During rmap we can compute the folio address using root_vma:

vma_address(vma, pgoff, 1) =
vma->vm_start + ((pgoff - vma->vm_pgoff) << PAGE_SHIFT)
= vma_mapping_base(vma) + pgoff * PAGE_SIZE
= vma_mapping_base(root_vma) + folio_pgoff * PAGE_SIZE

We can then use folio_addr to locate the VMA covering this folio.

3. mremap / uffd_move

If only the size changes and the start address remains the same, there
is no impact.

If the start address changes, the page is moved from (vma, addr) to
(new_vma, new_addr). In this case:

vma_mapping_base(new_vma) =
vma_mapping_base(vma) + new_addr - old_addr

We first upgrade the VMA, and then fix folio->mapping in move_ptes().
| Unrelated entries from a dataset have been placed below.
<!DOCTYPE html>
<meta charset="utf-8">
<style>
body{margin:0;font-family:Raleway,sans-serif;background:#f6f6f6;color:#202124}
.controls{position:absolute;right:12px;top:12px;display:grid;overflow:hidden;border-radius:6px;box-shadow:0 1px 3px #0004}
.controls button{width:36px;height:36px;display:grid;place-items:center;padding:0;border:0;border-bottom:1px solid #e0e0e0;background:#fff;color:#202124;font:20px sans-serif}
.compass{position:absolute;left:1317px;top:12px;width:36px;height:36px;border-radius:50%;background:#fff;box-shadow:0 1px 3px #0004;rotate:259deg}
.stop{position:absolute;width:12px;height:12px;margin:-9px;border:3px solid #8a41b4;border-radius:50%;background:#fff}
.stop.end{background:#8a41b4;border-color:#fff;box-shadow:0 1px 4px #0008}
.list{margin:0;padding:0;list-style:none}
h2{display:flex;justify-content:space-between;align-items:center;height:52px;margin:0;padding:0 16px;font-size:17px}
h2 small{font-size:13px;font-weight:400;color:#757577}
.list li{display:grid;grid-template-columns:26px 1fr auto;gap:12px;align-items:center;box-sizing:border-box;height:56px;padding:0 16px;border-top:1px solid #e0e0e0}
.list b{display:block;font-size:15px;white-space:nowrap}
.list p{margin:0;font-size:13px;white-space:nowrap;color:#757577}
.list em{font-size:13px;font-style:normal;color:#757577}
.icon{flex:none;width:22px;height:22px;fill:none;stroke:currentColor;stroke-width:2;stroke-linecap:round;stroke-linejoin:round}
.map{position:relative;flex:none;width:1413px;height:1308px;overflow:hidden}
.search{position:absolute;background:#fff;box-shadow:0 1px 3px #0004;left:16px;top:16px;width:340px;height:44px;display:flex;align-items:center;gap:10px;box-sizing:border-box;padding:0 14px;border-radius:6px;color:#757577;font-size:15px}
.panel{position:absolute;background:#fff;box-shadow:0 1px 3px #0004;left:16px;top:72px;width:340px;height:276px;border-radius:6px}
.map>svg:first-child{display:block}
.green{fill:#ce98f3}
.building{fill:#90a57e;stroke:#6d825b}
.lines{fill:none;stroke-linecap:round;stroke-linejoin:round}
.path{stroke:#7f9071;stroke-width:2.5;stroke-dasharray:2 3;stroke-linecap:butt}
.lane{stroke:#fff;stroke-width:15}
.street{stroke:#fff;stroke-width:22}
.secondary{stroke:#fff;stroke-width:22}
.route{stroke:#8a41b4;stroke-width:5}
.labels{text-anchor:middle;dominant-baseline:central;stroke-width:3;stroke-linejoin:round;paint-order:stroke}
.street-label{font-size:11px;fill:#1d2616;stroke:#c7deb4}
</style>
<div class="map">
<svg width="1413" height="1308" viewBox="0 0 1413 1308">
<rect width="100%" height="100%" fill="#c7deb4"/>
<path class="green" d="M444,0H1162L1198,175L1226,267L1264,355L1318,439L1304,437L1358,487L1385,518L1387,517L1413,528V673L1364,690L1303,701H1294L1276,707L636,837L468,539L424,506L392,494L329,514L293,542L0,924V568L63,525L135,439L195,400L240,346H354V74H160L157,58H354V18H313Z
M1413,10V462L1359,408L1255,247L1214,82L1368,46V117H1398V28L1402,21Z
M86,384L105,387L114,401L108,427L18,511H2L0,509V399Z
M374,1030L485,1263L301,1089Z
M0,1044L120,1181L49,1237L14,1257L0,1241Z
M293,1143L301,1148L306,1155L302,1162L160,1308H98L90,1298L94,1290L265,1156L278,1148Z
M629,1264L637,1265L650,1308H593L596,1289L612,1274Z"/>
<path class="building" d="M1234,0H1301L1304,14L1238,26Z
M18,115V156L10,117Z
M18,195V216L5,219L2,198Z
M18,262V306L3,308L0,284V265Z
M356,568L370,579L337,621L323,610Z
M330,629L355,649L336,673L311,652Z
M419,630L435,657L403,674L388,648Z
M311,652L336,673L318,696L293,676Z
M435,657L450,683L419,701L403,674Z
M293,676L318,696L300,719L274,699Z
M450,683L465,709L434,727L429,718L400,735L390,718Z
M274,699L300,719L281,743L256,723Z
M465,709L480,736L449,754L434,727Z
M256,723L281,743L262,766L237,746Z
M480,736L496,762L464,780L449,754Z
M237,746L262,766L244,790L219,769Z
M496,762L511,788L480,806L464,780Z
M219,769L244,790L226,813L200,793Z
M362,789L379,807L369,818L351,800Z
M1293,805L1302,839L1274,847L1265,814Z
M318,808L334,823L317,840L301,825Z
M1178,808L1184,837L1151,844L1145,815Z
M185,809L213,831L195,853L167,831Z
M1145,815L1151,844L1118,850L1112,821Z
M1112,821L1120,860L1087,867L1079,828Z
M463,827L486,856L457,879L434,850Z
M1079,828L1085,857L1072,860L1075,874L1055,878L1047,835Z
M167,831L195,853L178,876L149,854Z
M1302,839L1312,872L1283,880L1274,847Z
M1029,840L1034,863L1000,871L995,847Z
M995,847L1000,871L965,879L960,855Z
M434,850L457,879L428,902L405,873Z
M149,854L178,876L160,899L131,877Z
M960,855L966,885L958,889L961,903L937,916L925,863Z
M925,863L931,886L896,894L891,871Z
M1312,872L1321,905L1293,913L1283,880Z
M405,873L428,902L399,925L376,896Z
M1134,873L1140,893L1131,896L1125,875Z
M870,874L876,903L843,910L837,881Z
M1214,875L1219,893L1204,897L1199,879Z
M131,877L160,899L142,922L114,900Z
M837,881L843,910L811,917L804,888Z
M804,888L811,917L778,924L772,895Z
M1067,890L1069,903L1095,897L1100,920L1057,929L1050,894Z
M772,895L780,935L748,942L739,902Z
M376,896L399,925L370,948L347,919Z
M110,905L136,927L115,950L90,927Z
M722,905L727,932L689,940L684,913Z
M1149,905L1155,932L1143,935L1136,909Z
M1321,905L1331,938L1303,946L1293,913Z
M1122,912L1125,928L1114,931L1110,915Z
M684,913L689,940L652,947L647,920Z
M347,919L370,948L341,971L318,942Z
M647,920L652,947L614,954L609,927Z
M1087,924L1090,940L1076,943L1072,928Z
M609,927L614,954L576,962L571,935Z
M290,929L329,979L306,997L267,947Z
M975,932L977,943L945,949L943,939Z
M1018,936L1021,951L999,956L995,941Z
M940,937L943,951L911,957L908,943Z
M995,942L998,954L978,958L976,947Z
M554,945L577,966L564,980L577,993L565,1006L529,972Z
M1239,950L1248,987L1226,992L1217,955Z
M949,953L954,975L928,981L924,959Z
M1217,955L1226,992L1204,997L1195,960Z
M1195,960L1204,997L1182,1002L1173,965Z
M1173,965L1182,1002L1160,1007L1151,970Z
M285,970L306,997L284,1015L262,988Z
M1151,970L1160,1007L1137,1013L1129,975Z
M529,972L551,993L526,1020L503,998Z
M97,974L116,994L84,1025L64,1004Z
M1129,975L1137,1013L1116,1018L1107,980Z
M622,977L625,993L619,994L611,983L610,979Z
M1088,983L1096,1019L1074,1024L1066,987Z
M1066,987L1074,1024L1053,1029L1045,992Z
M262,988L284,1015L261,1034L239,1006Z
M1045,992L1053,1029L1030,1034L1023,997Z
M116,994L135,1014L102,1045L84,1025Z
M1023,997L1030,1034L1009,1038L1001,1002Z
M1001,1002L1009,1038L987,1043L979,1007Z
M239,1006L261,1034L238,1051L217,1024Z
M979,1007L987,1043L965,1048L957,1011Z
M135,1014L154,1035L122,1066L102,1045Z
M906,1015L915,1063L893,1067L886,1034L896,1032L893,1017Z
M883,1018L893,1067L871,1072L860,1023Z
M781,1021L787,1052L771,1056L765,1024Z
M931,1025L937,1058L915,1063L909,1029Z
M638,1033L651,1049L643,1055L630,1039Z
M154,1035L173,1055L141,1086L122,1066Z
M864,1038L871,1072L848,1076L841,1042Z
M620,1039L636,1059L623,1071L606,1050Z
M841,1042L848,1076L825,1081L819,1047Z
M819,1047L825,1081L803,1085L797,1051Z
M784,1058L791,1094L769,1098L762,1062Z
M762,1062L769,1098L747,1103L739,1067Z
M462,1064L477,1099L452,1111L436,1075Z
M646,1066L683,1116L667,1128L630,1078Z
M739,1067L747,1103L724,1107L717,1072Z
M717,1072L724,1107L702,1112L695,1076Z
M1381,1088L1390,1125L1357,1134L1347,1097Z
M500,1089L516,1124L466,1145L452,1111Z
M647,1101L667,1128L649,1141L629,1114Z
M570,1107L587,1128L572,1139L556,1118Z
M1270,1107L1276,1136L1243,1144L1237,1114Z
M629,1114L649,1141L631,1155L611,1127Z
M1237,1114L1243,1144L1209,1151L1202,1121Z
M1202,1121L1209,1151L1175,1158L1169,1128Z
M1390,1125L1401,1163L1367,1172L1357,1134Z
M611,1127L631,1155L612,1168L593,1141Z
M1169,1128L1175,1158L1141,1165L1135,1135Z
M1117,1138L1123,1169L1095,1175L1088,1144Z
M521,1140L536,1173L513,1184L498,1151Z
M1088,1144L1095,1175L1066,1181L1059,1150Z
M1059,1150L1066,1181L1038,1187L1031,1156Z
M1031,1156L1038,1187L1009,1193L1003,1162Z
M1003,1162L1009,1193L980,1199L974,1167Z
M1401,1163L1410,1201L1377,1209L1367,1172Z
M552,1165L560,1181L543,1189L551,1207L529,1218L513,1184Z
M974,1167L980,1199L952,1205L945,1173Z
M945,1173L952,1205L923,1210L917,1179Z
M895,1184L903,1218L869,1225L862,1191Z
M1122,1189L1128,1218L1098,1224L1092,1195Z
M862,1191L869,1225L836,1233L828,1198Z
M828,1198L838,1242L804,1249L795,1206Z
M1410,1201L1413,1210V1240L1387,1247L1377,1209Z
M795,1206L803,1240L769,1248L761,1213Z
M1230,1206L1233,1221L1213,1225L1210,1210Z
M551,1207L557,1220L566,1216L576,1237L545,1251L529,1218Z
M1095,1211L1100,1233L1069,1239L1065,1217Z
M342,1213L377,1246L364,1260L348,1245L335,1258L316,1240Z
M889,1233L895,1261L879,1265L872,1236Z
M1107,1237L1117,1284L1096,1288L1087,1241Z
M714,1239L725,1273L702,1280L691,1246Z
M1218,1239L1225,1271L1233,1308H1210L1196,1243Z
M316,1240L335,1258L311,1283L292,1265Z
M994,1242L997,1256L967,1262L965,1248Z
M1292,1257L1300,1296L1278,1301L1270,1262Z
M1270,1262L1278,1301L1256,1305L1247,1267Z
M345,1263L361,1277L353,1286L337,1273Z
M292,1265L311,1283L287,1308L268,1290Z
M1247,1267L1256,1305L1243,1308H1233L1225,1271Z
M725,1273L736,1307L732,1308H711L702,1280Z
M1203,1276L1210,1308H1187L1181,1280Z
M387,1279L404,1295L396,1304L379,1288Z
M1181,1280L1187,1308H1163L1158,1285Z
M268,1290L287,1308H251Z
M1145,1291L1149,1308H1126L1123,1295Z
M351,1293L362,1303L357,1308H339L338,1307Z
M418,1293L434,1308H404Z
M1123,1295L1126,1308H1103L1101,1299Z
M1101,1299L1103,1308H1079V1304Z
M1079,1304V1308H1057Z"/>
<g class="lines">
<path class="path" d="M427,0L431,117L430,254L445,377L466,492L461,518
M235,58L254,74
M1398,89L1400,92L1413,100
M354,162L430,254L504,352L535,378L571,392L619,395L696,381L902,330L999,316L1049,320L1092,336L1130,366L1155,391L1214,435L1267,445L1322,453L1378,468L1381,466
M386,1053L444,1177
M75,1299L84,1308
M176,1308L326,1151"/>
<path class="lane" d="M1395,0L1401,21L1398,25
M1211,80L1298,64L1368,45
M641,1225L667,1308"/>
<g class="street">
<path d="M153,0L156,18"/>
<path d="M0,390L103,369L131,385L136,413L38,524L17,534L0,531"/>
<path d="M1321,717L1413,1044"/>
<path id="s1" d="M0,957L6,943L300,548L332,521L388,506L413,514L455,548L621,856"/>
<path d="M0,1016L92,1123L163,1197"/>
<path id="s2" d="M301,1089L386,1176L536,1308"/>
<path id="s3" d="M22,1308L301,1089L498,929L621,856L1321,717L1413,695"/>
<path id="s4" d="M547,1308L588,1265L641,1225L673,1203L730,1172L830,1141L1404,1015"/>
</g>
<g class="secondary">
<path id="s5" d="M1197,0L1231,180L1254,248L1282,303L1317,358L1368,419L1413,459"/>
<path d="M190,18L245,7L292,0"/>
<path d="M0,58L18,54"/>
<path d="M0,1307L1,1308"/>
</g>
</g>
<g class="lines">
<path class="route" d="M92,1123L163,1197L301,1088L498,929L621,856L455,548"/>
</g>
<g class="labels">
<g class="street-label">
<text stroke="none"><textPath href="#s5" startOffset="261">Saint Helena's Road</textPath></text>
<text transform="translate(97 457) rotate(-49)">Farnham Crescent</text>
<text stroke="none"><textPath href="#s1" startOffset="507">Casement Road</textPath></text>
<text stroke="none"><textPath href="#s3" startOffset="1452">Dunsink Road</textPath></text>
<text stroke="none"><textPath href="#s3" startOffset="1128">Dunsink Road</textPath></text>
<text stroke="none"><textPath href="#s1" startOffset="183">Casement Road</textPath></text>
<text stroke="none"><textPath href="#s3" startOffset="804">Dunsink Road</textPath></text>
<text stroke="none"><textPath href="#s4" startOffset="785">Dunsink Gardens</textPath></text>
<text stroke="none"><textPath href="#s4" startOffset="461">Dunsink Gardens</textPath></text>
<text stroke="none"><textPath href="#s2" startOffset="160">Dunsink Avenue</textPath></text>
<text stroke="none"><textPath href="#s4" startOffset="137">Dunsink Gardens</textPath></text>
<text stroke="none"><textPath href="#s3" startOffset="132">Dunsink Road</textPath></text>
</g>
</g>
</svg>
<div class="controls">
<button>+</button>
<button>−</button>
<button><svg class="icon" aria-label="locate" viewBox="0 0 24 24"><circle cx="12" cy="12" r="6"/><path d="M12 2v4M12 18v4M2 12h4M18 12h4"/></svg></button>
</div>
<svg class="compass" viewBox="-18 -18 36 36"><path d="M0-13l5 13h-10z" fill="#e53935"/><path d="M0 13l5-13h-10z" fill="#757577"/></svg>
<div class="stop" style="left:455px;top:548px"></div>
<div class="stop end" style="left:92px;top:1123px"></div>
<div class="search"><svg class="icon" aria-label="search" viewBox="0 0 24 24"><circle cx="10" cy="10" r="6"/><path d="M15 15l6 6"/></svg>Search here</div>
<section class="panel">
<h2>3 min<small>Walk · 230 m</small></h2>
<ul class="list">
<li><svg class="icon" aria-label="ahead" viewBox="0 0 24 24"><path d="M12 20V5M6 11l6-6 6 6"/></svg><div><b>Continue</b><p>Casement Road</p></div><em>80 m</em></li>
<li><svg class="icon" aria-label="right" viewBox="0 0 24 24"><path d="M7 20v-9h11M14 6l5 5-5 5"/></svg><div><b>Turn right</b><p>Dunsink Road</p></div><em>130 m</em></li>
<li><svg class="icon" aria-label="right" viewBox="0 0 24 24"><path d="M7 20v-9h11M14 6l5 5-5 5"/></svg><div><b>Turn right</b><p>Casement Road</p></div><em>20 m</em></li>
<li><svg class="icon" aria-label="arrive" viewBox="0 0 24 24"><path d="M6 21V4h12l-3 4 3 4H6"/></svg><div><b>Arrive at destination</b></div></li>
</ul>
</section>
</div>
If performance becomes a concern, ANON_VMA_LAZY can be enabled only for
relatively small VMAs.


vma操作可以分为3类,下面简单说明下ANON_VMA_LAZY的处理:

1. fork 从父进程复制mm/mmap;(exev 创建一个新的mm/mmap,不涉及)。
这可以理解为在一个新的地址空间复制一份相同地址的VMAs.
如果pvma是ANON_VMA_LAZY,先升级为regular anon_vma,并在try_dup_anon_rmap中升级修正folio->mapping.

2. mmap/brk/mprotect/munmap
创建、修改或删除当前mm的VMA,可能合并或拆分出新的VMAs或者将VMA从mm_mt删除。
创建一个新的vma并设置vm_start、vm_end、vm_pgoff插入mm_mt后,虽然后续可能修改这个VMA的vm_start、vm_end、vm_pgoff,但是保持
(vm_start - vm_pgoff * PAGE_SIZE)不变,我们可以把这个称之为vma_mapping_base(vma) = vma->vm_start - vma->vm_pgoff * PAGE_SIZE。
这个vma从mm_mt删除时,vma_mapping_base(vma)也保持不变。
从这个vma拆分出的new_vma,有vma_mapping_base(new_vma) == vma_mapping_base(vma)
合并相邻vma_a、vma_b为vma_x时,也有vma_mapping_base(vma_a) == vma_mapping_base(vma_b) == vma_mapping_base(vma_x)
如果我们第一次发生缺页的VMA称为root_vma,并在split或merge时都确保使用的vma持有root_vma的引用。
在rmap时我们可以用root_vma计算folio地址:
vma_address(vma, pgoff, 1) = vma->vm_start + ((pgoff - vma->vm_pgoff) << PAGE_SHIFT)
= vma_mapping_base(vma) + pgoff * PAGE_SIZE
= vma_mapping_base(root_vma) + folio_pgoff * PAGE_SIZE
然后用folio_addr查找folio所在的vma。

3. mremap/uffd_move
如果只是修改大小,起始地址不变,不影响。
如果改变起始地址,将page从vma/addr移动到new_vma/new_addr
这时vma_mapping_base(new_vma) = vma_mapping_base(vma) + new_addr - old_addr
我们先升级vma,在move_ptes中再修正folio->mapping。
如果担心性能影响,可以只在较小的vma上使能ANON_VMA_LAZY。